Mohammed: That would’ve been great, unfortunately, given that both bands have members from different parts of Italy means that the current lockdown regulations make it impossible to get all eleven of us in the same town, let alone the same room. All we can do at the moment is hope that we could organize something once things have reopened.
(((o))): Now that you’ve collaborated, do you see yourselves collaborating even more in the future?
Mohammed: On the back of this collaboration, the guys from RIAH asked me to contribute some synths to a track off their upcoming album, so that’s already a start! The full band collaboration is something that I think both bands enjoyed and collaborations are often brilliant sources for inspiration and new ideas, so why not? That said, I personally would much rather do it in a rehearsal space or a studio than by sending files back and forth.
Diego: I hope so. With some of them there is already something in the pipeline (Ouch, Moh has already spoiled the news).
(((o))): What and who inspires each band to create and play music?

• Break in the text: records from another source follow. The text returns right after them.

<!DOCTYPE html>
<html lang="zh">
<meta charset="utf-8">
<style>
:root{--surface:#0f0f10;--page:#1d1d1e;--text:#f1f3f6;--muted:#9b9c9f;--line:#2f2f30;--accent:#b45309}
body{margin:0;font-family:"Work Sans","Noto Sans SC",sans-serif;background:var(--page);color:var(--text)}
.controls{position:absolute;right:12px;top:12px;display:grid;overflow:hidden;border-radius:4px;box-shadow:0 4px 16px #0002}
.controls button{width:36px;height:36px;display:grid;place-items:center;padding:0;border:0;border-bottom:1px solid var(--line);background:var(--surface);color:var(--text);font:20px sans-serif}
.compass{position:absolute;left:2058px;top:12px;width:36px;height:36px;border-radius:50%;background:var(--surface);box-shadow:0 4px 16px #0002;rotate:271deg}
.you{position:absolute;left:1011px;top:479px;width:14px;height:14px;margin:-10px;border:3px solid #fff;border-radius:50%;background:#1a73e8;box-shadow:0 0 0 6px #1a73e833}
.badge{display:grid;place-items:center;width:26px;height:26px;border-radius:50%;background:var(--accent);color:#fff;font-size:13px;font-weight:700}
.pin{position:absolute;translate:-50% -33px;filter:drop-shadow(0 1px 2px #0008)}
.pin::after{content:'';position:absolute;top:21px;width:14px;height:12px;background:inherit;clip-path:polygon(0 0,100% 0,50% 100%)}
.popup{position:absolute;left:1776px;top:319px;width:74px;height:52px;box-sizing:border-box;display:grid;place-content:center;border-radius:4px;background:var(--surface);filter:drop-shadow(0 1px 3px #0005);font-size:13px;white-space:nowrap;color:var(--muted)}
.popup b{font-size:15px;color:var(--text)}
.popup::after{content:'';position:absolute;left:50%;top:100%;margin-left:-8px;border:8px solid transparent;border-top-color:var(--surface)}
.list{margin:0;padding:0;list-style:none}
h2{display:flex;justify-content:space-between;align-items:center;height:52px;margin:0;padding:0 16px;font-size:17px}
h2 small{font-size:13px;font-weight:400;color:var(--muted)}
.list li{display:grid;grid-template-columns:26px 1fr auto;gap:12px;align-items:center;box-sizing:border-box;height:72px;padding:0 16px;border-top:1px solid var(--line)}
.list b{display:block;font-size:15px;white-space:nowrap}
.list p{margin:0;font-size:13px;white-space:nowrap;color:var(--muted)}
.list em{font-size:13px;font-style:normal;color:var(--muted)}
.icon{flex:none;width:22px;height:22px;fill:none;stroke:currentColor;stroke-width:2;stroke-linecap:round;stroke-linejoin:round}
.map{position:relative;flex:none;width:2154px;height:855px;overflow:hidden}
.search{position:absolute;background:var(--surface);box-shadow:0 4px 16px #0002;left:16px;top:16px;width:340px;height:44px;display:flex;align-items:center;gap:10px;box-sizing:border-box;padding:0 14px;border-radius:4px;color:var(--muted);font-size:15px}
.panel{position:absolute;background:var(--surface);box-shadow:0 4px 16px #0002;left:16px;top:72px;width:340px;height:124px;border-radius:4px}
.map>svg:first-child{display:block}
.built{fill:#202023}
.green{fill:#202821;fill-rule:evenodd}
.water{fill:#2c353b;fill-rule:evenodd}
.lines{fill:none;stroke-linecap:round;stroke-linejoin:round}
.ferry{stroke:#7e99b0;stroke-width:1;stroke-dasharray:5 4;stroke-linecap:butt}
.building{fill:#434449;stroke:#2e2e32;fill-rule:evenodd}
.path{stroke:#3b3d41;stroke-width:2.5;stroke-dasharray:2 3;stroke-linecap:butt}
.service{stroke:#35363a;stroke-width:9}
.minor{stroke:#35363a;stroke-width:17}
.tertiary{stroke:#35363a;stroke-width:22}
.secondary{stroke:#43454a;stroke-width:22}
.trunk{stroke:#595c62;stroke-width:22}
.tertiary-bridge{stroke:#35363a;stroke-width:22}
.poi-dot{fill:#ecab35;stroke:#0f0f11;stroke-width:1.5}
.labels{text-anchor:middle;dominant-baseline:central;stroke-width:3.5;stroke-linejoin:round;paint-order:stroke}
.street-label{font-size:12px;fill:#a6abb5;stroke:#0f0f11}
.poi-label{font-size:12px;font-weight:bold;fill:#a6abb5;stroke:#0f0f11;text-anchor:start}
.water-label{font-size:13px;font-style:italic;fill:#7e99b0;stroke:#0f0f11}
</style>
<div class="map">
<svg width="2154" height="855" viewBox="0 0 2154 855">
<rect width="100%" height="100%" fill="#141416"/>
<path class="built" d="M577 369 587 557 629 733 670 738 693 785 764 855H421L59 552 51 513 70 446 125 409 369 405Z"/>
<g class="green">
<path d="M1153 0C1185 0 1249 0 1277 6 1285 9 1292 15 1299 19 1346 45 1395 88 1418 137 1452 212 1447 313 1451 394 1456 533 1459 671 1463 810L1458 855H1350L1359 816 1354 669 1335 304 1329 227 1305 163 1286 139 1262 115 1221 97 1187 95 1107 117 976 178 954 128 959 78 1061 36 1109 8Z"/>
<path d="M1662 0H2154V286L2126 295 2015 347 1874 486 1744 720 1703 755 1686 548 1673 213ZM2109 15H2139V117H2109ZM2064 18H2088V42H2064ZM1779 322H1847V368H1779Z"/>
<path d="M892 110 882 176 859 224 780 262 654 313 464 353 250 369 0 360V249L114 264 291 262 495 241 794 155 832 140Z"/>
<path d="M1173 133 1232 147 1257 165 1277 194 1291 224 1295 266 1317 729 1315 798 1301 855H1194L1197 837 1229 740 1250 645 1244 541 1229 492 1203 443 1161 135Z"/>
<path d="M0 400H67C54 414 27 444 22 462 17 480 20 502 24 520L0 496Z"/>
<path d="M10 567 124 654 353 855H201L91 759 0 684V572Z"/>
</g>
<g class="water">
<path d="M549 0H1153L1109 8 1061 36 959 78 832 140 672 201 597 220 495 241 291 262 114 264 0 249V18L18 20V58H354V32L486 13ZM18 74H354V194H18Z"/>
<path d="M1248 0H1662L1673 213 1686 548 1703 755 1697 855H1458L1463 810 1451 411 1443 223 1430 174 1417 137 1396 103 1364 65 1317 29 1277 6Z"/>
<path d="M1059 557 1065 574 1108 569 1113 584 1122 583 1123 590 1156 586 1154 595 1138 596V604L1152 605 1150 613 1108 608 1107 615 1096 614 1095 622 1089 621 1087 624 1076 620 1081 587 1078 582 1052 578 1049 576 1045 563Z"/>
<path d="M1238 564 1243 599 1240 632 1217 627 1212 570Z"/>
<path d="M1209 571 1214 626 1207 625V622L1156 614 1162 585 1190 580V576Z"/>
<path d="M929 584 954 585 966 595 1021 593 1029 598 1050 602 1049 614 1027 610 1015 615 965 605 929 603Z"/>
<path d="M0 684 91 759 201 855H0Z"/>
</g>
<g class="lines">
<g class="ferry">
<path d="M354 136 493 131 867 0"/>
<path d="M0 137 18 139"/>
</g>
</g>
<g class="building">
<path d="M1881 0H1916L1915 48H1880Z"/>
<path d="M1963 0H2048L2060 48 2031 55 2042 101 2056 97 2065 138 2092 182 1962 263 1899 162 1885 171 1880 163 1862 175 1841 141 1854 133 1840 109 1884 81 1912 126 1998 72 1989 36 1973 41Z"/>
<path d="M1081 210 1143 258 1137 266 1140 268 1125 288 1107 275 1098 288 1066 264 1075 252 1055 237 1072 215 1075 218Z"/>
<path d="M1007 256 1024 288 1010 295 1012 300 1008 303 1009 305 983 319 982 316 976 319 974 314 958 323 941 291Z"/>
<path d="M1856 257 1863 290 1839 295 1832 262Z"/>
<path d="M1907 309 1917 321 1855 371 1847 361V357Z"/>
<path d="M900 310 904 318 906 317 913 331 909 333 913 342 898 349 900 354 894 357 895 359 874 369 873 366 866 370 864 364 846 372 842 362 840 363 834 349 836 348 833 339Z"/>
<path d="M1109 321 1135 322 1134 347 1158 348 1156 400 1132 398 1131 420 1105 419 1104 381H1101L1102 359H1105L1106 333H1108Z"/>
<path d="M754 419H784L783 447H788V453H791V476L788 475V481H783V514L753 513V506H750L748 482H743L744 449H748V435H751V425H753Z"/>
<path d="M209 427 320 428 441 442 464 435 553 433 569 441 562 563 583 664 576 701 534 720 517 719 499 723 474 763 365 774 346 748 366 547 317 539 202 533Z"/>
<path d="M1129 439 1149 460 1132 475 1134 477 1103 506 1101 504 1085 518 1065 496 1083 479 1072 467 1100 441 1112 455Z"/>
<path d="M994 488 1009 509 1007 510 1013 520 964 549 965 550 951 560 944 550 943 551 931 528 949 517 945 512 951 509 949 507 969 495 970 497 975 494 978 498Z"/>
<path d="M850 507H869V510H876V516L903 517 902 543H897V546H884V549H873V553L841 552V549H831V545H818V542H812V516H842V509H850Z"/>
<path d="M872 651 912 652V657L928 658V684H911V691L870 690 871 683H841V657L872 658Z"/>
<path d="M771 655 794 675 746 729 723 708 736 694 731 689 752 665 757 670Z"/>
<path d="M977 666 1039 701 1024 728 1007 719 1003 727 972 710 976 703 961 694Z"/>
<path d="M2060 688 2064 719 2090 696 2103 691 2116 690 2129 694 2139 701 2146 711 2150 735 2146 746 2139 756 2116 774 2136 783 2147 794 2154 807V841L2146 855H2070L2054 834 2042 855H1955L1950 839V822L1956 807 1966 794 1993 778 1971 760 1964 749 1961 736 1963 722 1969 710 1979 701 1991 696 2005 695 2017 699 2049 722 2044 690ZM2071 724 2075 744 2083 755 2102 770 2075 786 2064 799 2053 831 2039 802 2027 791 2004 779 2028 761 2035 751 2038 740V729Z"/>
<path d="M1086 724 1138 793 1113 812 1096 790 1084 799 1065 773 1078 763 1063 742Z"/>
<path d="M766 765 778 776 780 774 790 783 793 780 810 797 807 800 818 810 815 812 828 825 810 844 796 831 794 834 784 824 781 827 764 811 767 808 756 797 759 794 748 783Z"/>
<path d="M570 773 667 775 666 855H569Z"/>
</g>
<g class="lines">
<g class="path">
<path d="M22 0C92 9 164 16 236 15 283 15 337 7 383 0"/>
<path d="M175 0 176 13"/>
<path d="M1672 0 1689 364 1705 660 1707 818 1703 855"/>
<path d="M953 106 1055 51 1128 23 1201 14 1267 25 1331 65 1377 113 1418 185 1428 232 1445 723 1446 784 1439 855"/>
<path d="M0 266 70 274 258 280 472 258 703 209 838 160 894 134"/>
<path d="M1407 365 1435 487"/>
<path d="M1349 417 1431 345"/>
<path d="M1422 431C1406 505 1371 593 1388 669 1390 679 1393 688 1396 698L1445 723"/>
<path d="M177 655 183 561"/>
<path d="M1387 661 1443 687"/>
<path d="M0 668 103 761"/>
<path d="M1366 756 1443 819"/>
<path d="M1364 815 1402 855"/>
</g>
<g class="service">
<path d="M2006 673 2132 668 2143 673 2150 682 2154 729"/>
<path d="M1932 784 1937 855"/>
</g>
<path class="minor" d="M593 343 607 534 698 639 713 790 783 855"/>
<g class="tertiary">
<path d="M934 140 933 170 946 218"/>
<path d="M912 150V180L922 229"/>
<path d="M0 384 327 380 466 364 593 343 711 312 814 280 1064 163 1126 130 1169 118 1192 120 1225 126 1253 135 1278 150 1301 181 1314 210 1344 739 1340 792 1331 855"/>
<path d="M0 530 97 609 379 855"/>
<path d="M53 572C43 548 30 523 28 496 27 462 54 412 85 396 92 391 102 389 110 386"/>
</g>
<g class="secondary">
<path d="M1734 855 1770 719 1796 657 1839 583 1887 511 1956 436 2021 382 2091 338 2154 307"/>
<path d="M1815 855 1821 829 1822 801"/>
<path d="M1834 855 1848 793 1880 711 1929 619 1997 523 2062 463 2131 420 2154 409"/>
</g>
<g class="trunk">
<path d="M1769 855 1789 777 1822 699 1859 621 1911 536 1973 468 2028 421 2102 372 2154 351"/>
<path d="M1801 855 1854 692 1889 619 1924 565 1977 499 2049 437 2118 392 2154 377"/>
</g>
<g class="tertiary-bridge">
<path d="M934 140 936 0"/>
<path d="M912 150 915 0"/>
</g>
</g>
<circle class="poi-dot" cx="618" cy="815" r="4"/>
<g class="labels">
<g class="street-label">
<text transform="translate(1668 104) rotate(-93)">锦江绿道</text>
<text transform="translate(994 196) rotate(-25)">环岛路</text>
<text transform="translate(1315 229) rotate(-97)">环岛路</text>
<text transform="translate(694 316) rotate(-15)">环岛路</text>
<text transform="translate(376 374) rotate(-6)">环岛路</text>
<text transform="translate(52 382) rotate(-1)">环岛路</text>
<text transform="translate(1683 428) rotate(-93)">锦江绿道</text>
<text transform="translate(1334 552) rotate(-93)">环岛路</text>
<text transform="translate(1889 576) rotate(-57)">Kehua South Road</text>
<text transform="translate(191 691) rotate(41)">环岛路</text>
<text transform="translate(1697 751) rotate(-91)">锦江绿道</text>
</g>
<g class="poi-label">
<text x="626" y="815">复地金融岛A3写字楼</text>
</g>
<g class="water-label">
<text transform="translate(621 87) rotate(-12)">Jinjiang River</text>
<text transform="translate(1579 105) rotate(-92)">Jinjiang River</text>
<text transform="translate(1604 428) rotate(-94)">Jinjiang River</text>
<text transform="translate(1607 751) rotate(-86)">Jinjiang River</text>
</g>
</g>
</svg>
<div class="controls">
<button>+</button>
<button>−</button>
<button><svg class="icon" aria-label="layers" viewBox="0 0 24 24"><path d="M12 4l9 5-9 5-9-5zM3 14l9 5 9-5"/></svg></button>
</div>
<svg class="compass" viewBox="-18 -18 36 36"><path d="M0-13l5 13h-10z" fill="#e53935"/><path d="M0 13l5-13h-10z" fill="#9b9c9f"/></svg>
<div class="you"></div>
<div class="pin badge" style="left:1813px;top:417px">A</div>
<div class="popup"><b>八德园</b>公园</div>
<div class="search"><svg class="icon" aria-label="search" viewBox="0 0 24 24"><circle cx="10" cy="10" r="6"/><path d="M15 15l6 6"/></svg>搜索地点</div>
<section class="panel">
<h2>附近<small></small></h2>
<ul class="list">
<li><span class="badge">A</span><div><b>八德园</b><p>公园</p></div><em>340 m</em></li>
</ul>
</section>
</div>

Mohammed: I can’t speak for the rest of the guys, but the way I look at it is that people who make the kind of music we make, don’t do it for money or fame. They make music because they have to, because they can’t not make music. It says a lot that as soon as the pandemic and lockdown became a reality, we turned to music as our first port of call to escape and process this reality and made Siderael Pt. 1 and most of part 2 (which is coming out soon). Also, we really like very loud guitars.
Diego: I listen to a lot of music of all kinds and I often find myself thinking that certain solutions I hear from other bands are interesting and that they could be extended or twisted to create something new. Creating music is an expressive urgency for me. Especially in these times.
(((o))): In many cities across the world it seems that support during this pandemic for the arts/music scene has mostly come from other artists/musicians and fans, people who themselves are experiencing tough times but still supporting their fellow bands/artists. It’s been incredible to see. What have you seen and experienced where you live?
Mohammed: Like a lot of musicians and artists, I think the most obvious source of support during the last year came from Bandcamp and their Bandcamp Friday initiative. That produced very tangible numbers and feedback and it was very heartwarming to experience this level of support from other musicians and fans from all over the world. With regards to the local scene, I honestly can’t say that I noticed anything changing much.
(((o))): Lastly, having created an incredible album during a time of uncertainty, loss and confusion, can you share any advice on how to get the creative juices flowing?
Mohammed: From POSTVORTA’s point of view, I think we were only able to make this album because we had a deadline and because our track ‘Hollow’ was already written and recorded pre-lockdown. It also helps that we’re six in the band so you get more ideas from more sources and it’s a bigger support network. Otherwise, it would have been very difficult. I don’t want to say something like “just keep at it and inspiration will come” because I think it is completely natural to not be able to do anything given the circumstances. Maybe look at music or any creative endeavour as an escape from the continuous doom-scrolling and a way to just detach for a bit?
Diego: I think the most constructive thing in this period is to try to turn all fears, anxieties and uncertainties into music. Never as in this period, I do find composing music a real lifeline.